O país praticamente não tem conflitos com os países vizinhos, abriga 42 etnias onde há uma convivência pacífica, diferente do que acontece na Índia entre cristãos, budistas e hinduístas. Não é um modelo perfeito, mas é o único onde as distâncias sociais, em vez de aumentarem, diminuem.
CI – Por que a Itália chegou à crise atual?
DM – A Itália foi um dos primeiros países do mundo a se transformar de industrial a pós-industrial: ou seja, a indústria continuou importante, porém a economia se baseou na produção de informações, valores, símbolos, estética. O design italiano, a moda, a gastronomia, o vinho e tudo que tem a ver com o bem-estar exemplificam isso. Em nossa estrutura social, a classe média é mais numerosa do que no Brasil. Mas tivemos por quase 20 anos Berlusconi no poder, o que foi uma tragédia sob todos os pontos de vista. Houve uma queda de valores, um empurrão forte ao consumismo, a política foi considerada secundária, a economia devorou a política, as finanças devoraram a economia, agora as agências de rating estão devorando as finanças. Temos uma progressiva redução do crescimento do PIB, que crescia 6 pontos nos anos 1950 e chegou a -2 este ano. Tivemos um decrescimento permanente e não percebemos isso, pois a nossa renda per capita ainda é alta, de US$ 31 mil, enquanto o índice brasileiro é de US$ 8 mil. Tínhamos uma distribuição de renda forte, mas no governo Berlusconi se enfraqueceu. Neste momento, 10 pessoas na Itália têm a renda de 3 milhões de pobres. Nós não éramos assim.
Os políticos não são capazes de resolver o problema que criaram. Hoje, temos um governo técnico, mas são técnicos que tomam decisões políticas. Decidem como deve ser organizada a escola, a televisão, como será distribuído o welfare. Este é o governo mais à direita que temos na Itália nos últimos 50 anos, mas é uma direita equilibrada: é a primeira vez que temos uma direita não fascista nem populista, embora se sustente com o apoio da esquerda. É um governo que pode reparar os problemas, mas não dará um empurrão ao país, que deve ser econômico e moral. O importante para um país não é ter riqueza, e sim um entusiasmo e uma coesão que levam a produzir e distribuir.
O Brasil teve a sorte de ter tido uma sequência muito positiva: o governo Fernando Henrique saldou a economia e acumulou riqueza, e o de Lula a distribuiu. Problema seria se primeiro tivesse vindo Lula, e depois FHC. A Itália, por sua vez, não produz nem distribui.
CI – O senhor fala em crise de valores e a necessidade de se inventar um novo paradigma…

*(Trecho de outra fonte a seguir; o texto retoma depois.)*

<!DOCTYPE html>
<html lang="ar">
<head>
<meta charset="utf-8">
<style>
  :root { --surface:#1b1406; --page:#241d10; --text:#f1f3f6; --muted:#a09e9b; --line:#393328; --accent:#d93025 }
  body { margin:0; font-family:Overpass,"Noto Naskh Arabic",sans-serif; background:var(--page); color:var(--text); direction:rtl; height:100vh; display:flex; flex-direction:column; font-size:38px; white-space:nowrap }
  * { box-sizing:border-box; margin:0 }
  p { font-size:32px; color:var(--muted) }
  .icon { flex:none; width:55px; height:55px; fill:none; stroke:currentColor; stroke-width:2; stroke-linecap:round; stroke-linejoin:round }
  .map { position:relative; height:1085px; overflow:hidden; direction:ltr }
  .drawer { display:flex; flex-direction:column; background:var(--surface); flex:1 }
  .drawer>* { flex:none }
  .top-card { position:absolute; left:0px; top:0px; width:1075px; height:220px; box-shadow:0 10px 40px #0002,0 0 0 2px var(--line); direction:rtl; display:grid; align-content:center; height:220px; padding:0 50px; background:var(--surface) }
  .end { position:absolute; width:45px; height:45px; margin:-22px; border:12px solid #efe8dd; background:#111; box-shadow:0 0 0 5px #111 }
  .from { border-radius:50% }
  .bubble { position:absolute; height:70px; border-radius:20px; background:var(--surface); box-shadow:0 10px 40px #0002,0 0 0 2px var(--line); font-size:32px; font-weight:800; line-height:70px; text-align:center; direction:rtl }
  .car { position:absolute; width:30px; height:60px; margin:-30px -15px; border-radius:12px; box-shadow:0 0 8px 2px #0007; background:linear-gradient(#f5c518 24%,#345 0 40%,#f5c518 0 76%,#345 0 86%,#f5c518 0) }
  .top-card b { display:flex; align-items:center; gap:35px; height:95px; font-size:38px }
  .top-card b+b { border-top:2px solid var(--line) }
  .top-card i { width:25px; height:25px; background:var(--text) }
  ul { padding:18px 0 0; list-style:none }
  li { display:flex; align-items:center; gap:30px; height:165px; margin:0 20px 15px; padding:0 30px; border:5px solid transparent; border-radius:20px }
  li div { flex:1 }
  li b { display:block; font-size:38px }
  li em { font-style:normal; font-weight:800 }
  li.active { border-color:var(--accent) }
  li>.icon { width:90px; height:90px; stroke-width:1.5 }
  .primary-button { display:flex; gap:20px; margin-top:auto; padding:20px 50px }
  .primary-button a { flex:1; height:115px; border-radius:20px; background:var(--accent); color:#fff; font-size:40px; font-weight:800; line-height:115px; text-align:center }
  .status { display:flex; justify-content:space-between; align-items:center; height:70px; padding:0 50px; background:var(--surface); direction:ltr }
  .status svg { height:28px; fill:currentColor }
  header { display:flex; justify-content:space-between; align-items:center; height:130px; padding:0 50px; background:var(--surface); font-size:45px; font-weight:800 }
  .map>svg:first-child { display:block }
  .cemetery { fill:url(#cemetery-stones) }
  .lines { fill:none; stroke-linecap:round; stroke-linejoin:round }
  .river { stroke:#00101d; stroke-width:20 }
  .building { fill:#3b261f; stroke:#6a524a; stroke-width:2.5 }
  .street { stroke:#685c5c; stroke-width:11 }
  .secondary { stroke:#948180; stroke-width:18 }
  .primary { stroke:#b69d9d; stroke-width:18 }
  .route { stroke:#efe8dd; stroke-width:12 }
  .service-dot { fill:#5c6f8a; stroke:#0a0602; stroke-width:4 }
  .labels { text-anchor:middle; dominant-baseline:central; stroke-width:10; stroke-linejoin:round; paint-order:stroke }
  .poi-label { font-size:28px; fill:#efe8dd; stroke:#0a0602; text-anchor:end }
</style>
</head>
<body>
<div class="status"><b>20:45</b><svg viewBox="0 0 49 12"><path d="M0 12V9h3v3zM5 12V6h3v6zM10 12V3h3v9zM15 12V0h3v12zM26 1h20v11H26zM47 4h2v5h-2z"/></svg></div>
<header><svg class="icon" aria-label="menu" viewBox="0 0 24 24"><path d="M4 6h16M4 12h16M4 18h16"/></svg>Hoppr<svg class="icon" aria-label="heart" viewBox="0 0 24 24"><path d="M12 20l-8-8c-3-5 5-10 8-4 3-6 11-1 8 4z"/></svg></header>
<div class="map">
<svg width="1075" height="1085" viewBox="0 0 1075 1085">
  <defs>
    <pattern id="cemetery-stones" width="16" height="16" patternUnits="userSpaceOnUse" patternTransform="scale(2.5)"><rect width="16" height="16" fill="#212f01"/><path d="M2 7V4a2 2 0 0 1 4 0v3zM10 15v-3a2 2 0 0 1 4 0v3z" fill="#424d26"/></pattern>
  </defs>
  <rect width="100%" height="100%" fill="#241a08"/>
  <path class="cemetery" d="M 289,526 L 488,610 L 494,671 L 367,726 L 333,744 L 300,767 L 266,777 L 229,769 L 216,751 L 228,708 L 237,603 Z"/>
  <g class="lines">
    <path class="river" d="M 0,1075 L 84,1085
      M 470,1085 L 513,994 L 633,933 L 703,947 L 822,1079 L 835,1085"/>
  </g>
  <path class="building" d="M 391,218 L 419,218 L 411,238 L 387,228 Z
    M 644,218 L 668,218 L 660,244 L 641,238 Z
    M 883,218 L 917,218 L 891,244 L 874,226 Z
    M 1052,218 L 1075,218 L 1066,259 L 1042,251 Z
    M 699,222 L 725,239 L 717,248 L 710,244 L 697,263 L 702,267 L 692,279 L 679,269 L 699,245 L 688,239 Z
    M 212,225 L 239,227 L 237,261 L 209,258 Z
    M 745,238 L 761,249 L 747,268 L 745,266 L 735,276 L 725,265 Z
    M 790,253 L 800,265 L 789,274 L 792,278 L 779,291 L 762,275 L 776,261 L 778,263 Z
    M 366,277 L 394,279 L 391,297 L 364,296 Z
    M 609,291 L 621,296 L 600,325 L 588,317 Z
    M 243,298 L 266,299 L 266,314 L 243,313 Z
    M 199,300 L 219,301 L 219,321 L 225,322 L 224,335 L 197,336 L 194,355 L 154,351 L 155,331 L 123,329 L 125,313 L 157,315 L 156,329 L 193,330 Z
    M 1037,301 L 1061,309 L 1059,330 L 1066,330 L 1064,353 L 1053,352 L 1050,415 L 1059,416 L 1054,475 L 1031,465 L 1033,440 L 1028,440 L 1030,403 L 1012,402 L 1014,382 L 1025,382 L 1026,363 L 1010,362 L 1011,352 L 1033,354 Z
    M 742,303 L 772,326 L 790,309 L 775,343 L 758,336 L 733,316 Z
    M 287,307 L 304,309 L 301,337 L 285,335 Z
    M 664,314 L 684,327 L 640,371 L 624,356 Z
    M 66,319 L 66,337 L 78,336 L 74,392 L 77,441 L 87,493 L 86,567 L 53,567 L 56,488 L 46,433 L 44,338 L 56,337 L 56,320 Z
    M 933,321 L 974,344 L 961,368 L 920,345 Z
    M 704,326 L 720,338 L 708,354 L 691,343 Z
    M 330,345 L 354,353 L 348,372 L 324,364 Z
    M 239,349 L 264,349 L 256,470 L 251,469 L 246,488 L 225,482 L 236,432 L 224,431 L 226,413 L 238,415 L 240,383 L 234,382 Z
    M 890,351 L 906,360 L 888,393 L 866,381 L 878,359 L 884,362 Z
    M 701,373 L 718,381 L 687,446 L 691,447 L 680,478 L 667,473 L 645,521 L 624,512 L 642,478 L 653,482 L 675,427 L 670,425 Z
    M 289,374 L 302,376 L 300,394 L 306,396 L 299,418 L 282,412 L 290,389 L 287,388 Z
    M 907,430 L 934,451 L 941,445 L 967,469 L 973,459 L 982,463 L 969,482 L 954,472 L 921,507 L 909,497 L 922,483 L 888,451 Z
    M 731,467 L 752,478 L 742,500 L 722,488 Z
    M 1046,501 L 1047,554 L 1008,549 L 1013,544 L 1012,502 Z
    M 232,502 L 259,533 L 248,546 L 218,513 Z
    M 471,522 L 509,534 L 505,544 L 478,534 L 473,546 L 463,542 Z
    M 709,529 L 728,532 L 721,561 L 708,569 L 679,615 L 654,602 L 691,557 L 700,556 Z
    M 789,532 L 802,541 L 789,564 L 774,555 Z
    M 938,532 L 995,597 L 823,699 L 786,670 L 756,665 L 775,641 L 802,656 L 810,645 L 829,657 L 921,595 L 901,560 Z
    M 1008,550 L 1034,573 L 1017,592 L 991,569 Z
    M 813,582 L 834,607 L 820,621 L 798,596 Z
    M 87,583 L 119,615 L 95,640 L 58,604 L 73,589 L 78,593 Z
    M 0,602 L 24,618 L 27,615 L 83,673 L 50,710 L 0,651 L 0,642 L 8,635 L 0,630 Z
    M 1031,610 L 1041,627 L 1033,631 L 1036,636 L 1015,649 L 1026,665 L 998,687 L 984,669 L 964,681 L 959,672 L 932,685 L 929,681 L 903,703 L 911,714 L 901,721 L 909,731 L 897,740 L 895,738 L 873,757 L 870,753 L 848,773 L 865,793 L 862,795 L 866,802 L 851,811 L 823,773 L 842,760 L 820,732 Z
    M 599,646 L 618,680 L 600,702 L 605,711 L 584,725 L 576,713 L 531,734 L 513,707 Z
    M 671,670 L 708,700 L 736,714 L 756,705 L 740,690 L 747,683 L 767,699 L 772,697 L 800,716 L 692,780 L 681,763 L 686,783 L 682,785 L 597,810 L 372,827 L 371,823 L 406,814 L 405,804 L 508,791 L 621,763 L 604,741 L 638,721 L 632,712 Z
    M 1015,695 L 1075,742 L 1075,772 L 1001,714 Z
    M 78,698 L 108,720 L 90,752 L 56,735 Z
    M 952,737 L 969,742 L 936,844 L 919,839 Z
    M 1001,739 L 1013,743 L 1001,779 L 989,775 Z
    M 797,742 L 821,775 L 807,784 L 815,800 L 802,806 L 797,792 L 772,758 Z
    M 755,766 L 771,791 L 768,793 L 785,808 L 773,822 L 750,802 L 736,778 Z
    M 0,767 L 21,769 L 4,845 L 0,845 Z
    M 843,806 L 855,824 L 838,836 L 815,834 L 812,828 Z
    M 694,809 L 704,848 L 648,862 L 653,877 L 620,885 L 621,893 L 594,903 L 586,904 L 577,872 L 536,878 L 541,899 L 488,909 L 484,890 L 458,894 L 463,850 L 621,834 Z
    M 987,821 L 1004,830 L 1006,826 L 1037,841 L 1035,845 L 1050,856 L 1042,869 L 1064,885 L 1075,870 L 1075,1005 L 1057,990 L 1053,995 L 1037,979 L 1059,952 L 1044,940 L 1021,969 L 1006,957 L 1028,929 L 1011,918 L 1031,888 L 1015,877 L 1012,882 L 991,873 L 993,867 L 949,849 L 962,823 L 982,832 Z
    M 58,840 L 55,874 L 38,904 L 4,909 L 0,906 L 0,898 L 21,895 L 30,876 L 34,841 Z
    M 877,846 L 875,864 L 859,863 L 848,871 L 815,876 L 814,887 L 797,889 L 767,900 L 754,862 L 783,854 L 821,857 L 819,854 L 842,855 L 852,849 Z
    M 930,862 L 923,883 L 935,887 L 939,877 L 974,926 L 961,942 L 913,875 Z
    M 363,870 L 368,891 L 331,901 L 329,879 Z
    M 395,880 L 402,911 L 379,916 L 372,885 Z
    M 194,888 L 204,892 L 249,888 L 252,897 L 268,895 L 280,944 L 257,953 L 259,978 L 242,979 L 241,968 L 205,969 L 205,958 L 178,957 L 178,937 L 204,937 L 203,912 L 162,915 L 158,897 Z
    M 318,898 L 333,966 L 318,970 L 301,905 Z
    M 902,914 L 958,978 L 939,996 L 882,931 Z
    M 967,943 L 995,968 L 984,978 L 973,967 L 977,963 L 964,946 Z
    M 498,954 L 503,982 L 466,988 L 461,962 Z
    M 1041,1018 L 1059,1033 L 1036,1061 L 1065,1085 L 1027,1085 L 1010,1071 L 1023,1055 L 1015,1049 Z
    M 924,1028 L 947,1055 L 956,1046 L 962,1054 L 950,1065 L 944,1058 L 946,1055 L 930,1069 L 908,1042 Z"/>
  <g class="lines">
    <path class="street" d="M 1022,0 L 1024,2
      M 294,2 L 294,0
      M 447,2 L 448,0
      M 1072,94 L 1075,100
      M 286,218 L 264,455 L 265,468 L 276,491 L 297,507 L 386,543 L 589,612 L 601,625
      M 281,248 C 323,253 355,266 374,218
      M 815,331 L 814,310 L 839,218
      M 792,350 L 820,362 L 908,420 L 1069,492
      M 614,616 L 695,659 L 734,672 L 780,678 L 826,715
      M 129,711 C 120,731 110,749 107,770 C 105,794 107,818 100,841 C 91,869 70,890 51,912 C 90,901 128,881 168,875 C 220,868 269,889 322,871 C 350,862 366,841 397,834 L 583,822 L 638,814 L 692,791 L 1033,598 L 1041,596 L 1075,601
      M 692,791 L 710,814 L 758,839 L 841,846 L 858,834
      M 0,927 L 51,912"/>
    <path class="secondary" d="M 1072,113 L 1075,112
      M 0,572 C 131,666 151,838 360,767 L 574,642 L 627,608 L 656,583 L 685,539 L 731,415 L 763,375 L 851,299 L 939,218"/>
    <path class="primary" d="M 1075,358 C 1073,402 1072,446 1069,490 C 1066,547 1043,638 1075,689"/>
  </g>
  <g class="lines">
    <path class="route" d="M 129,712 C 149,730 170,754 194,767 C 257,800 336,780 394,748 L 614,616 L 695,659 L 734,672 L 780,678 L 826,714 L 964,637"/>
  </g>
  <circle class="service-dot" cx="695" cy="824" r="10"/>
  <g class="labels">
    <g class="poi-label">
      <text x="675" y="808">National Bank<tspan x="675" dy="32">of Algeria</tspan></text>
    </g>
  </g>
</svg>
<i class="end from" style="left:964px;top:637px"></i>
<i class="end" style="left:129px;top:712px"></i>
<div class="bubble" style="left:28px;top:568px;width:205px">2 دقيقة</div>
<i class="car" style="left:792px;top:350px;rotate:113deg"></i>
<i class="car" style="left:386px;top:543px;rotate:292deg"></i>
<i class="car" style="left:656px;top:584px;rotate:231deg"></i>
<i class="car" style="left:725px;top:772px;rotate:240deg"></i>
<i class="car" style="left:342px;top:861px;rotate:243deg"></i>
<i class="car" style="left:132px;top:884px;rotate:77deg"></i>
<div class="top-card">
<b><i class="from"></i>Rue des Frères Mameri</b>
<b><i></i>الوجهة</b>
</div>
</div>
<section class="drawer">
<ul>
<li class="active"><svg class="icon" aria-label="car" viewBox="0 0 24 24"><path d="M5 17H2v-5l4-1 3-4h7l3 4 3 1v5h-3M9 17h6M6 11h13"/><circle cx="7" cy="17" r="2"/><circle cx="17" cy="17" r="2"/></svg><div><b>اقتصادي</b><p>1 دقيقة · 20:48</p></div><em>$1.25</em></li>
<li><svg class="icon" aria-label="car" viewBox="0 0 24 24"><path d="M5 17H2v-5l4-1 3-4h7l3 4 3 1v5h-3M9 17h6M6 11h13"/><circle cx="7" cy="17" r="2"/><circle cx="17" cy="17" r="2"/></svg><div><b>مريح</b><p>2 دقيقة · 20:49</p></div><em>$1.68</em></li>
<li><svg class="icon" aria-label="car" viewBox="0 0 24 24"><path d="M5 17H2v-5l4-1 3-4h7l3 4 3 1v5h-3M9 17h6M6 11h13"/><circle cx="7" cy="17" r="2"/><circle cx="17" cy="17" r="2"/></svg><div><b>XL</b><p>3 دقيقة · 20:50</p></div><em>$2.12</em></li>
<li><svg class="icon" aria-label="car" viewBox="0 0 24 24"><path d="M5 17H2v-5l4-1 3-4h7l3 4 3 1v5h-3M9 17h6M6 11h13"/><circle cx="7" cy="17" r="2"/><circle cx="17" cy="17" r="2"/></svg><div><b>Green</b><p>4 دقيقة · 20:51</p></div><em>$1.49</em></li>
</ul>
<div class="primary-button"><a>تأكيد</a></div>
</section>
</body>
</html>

DM – O comunismo sabia distribuir a riqueza, mas não sabia produzir, enquanto o capitalismo sabe produzir, mas não distribuir. O comunismo perdeu, mas o capitalismo não venceu. Não somos capazes de criar um novo modelo de vida. Não apenas de desenvolvimento, mas de vida. Estamos cada vez mais desorientados. Não entendemos mais o que é bonito e o que não é; não entendemos o que é vida ou é morte; na política, o que é esquerda ou direita; não sabemos mais o que é uma família. Mas o budismo foi criado em uma fase de grande desorientação na Índia, o confucionismo, na mesma situação na China. O cristianismo foi difundido na crise da civilização romana, o welfare durante uma crise do capitalismo. Então, este é o momento de se criar um modelo novo de vida que saiba pegar o positivo das diversas experiências mundiais e eliminar os negativos.
CI – Onde esse novo modelo para o mundo pode surgir?
DM – Acho que do Brasil, onde não há um excesso de presença religiosa como o Islão ou o Vaticano na Itália, de presença militar como nos Estados Unidos e China, ou do Estado como na China e Rússia. O país apresenta uma situação interessante. E o que falta no Brasil? Falta um forte empenho da parte dos intelectuais brasileiros para transformar a experiência em modelo, como fizeram os iluministas na França no século XVIII, que usaram a experiência negativa da monarquia absolutista para elaborar um modelo positivo de democracia, liberdade e igualdade. Acho que nem os intelectuais europeus nem os americanos são capazes de fazer isso, pois a situação de grande crise os impede de olhar o futuro como uma programação equilibrada. Mas me parece que os intelectuais brasileiros não têm consciência de que o país, neste momento, tem este dever: o de propor um modelo seu, que seja vencedor, para o mundo.
CI – A ascensão econômica brasileira não segue o modelo americano?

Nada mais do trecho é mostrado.